WHAT YOU WILL DO:
If a line of the entries below includes the word "camino", it counts; state the total and nothing further.

Start of SOURCE MATERIAL

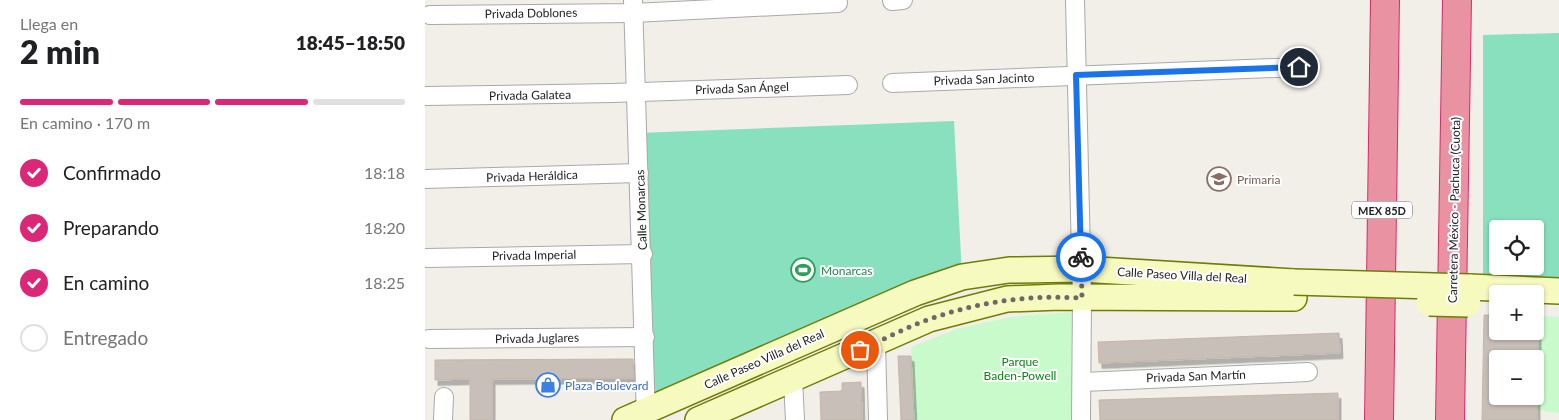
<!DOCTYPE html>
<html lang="es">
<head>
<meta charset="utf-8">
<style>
	:root { --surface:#fff; --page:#f2f2f2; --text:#202124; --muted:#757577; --line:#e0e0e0; --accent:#db2777 }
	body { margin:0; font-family:Lato,sans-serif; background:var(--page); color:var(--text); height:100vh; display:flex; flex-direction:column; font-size:19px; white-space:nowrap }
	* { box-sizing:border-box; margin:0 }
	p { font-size:16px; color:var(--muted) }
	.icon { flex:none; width:28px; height:28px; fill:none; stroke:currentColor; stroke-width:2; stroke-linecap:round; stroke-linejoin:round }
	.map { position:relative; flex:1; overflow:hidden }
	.panel { display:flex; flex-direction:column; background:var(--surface); width:425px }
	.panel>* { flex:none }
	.fabs { position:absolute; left:1064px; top:220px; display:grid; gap:10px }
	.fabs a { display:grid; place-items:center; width:55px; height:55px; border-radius:5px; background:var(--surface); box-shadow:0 1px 4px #0004; font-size:25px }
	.pin { position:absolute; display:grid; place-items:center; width:42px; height:42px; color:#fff; margin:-21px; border:2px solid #fff; border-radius:50%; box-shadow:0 1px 5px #0007 }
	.courier { position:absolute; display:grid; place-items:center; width:50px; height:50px; margin:-25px; border:4px solid #1a73e8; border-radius:50%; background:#fff; color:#222; box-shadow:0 1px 6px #0007 }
	.headline em { font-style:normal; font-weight:800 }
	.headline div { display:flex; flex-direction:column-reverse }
	.headline { display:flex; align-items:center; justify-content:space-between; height:85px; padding:0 20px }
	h1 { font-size:32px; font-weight:800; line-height:38px }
	.bar { display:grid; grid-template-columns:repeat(4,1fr); gap:8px 5px; align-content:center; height:60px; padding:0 20px }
	.bar i { height:6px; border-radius:4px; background:var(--line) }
	.bar .active { background:var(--accent) }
	.bar p { grid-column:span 4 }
	ol { padding:0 20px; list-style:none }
	li { display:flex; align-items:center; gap:15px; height:55px }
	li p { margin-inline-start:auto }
	li .icon { padding:5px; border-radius:50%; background:var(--accent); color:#fff; stroke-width:4 }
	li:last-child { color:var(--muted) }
	li i { width:28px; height:28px; border:2px solid var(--line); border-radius:50% }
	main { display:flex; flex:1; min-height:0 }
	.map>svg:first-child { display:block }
	.park { fill:#c8facc }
	.pitch { fill:#88e0be; fill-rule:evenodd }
	.building { fill:#c7bfb8; stroke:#c4b6ab; filter:url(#shadow) }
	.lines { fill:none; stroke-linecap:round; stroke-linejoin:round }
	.street-casing { stroke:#a9a9a9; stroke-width:20 }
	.secondary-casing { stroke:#707d05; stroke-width:28 }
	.highway-casing { stroke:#dc2a67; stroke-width:30 }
	.street { stroke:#fff; stroke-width:18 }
	.secondary { stroke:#f7fabf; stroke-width:25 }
	.highway { stroke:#e892a2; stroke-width:28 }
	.secondary-bridge-casing { stroke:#707d05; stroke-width:28; stroke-linecap:butt }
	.secondary-bridge { stroke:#f7fabf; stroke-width:25 }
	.done { stroke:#6b6a68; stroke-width:5; stroke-dasharray:0 9 }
	.route { stroke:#1a73e8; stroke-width:6 }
	.labels { text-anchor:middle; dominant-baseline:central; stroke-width:4; stroke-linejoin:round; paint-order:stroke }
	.shield { fill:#fff; stroke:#646464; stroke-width:1 }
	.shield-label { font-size:11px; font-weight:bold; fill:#222 }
	.street-label { font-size:12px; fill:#222; stroke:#fff }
	.education-label { font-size:12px; fill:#785e54; stroke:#fff; text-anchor:start }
	.leisure-label { font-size:12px; fill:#27864d; stroke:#fff; text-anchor:start }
	.park-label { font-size:12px; fill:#0c8416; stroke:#fff }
	.shop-label { font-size:12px; fill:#366cbe; stroke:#fff; text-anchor:start }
</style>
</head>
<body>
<main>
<section class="panel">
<div class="headline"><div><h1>2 min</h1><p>Llega en</p></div><em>18:45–18:50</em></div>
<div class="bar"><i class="active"></i><i class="active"></i><i class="active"></i><i></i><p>En camino · 170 m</p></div>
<ol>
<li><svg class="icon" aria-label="check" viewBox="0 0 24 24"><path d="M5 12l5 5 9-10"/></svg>Confirmado<p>18:18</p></li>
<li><svg class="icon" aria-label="check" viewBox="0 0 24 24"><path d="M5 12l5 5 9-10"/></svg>Preparando<p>18:20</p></li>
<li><svg class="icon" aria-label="check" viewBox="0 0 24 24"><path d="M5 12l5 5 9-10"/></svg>En camino<p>18:25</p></li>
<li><i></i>Entregado</li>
</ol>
</section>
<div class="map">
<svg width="1134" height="420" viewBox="0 0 1134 420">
	<defs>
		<filter id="shadow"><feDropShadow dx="3" dy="5.5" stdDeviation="0" flood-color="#0004"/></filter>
	</defs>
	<rect width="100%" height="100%" fill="#f2efe9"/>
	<!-- park -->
	<g class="park">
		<path d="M650,312L646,420H489L486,347L532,329L585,317Z"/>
		<path d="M1114,316L1134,317V413L1112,410Z"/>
	</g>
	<!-- pitch -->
	<g class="pitch">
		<path d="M1134,33V290L1058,287V35ZM1072,229H1110V266H1072Z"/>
		<path d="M529,121L537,277L222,406L213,133Z"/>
	</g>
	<!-- building -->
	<g class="building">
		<path d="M1059,315H1072V331H1113V359H1072V396H1112V420H1057Z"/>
		<path d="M914,333L915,353L674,363L673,342Z"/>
		<path d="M473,356H486L489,420H476Z"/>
		<path d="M208,359L209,378L67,379V420H45V379L10,380V360Z"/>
		<path d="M436,382L437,420H396L395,392L417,391V383Z"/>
		<path d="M913,393V420H675L674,400Z"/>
	</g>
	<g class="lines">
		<!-- street casing -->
		<g class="street-casing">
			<g id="street">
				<path d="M208,0L221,419"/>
				<path d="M650,0L657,298L656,420"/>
				<path d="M467,1L478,0"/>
				<path d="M5,15L208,13L413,3"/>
				<path d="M467,83L874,67"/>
				<path d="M0,96L187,93L423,85"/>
				<path d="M0,179L214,173"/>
				<path d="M1,258L218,254"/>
				<path d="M4,339L220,337"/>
				<path d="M451,343L453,420"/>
				<path d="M368,379L370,420"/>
				<path d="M658,382L883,372"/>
				<path d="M18,420L19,397"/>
			</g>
		</g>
		<!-- secondary casing -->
		<g class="secondary-casing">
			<g id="secondary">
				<path d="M1044,287L1134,291"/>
				<path d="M200,420L490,293L537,277L584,270L657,269L869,282"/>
				<path d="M273,420L504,319L582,299L634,297L869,298"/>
			</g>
		</g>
		<!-- highway casing -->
		<g class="highway-casing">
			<g id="highway">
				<path d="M954,420L960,0"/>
				<path d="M1025,420L1032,0"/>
			</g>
		</g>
		<!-- street -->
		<use href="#street" class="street"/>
		<!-- secondary -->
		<use href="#secondary" class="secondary"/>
		<!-- highway -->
		<use href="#highway" class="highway"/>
		<!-- secondary-bridge casing -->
		<g class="secondary-bridge-casing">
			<g id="secondary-bridge">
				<path d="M869,282L1044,287"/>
				<path d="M1004,303L1043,304"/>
			</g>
		</g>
		<!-- secondary-bridge -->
		<use href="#secondary-bridge" class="secondary-bridge"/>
	</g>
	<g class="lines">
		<!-- done -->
		<path class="done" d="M435,350C458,340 481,327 505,319C556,301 604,295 657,298L656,257"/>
		<!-- route -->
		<path class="route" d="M656,257L651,75L874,67"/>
	</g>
	<!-- icons -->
	<defs>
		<g id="school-ring" transform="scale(1.25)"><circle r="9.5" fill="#fff" stroke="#8d6e63" stroke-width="1.5"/><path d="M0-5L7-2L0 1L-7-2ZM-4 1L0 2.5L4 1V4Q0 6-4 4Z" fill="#8d6e63"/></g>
		<g id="stadium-ring" transform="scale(1.25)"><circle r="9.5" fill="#fff" stroke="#2e9e5b" stroke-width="1.5"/><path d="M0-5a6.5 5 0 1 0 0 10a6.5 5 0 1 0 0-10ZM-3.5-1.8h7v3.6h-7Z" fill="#2e9e5b"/></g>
		<g id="shop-ring" transform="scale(1.25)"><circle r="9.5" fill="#fff" stroke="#3f7fe0" stroke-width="1.5"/><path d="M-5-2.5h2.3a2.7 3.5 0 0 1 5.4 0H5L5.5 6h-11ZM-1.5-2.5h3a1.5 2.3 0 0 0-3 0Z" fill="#3f7fe0"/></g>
	</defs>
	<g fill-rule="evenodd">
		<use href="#school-ring" x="794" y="179"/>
		<use href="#stadium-ring" x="378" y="270"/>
		<use href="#shop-ring" x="123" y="385"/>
	</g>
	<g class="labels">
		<!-- shield labels -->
		<rect class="shield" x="927" y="201.5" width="60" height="17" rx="4"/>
		<g class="shield-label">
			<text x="957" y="210">MEX 85D</text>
		</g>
		<!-- street labels -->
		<g class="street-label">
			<text transform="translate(106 13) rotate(-1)">Privada Doblones</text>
			<text transform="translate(559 79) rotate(-2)">Privada San Jacinto</text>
			<text transform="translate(317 88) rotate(-2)">Privada San Ángel</text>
			<text transform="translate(105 95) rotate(-1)">Privada Galatea</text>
			<text transform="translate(107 176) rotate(-2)">Privada Heráldica</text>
			<text transform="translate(216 210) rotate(-92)">Calle Monarcas</text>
			<text transform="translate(1029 210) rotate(-89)">Carretera México - Pachuca (Cuota)</text>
			<text transform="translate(109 255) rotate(-1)">Privada Imperial</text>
			<text transform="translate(757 275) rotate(3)">Calle Paseo Villa del Real</text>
			<text transform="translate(112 338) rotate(-1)">Privada Juglares</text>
			<text transform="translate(339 359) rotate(-24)">Calle Paseo Villa del Real</text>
			<text transform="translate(771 376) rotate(-2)">Privada San Martín</text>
		</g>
		<!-- education labels -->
		<g class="education-label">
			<text x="812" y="179">Primaria</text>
		</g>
		<!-- leisure labels -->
		<g class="leisure-label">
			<text x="396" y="270">Monarcas</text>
		</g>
		<!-- park labels -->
		<g class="park-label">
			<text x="595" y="361">Parque<tspan x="595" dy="14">Baden-Powell</tspan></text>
		</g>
		<!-- shop labels -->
		<g class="shop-label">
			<text x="140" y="385">Plaza Boulevard</text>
		</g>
	</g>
</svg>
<div class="fabs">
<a><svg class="icon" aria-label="locate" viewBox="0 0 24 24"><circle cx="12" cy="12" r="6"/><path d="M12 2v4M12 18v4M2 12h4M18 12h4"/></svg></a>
<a>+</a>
<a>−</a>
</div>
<div class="pin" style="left:435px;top:350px;background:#ea580c"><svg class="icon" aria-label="bag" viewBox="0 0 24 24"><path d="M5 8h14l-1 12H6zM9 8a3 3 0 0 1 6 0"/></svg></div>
<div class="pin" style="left:874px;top:67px;background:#1f2937"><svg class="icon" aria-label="home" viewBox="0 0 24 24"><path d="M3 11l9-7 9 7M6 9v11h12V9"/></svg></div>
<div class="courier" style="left:656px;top:257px"><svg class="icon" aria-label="bike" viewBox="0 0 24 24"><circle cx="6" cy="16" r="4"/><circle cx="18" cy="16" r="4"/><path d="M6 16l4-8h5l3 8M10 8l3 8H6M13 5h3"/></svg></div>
</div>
</main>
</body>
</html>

End of SOURCE MATERIAL

OUTPUT FOR THIS EXERCISE:
2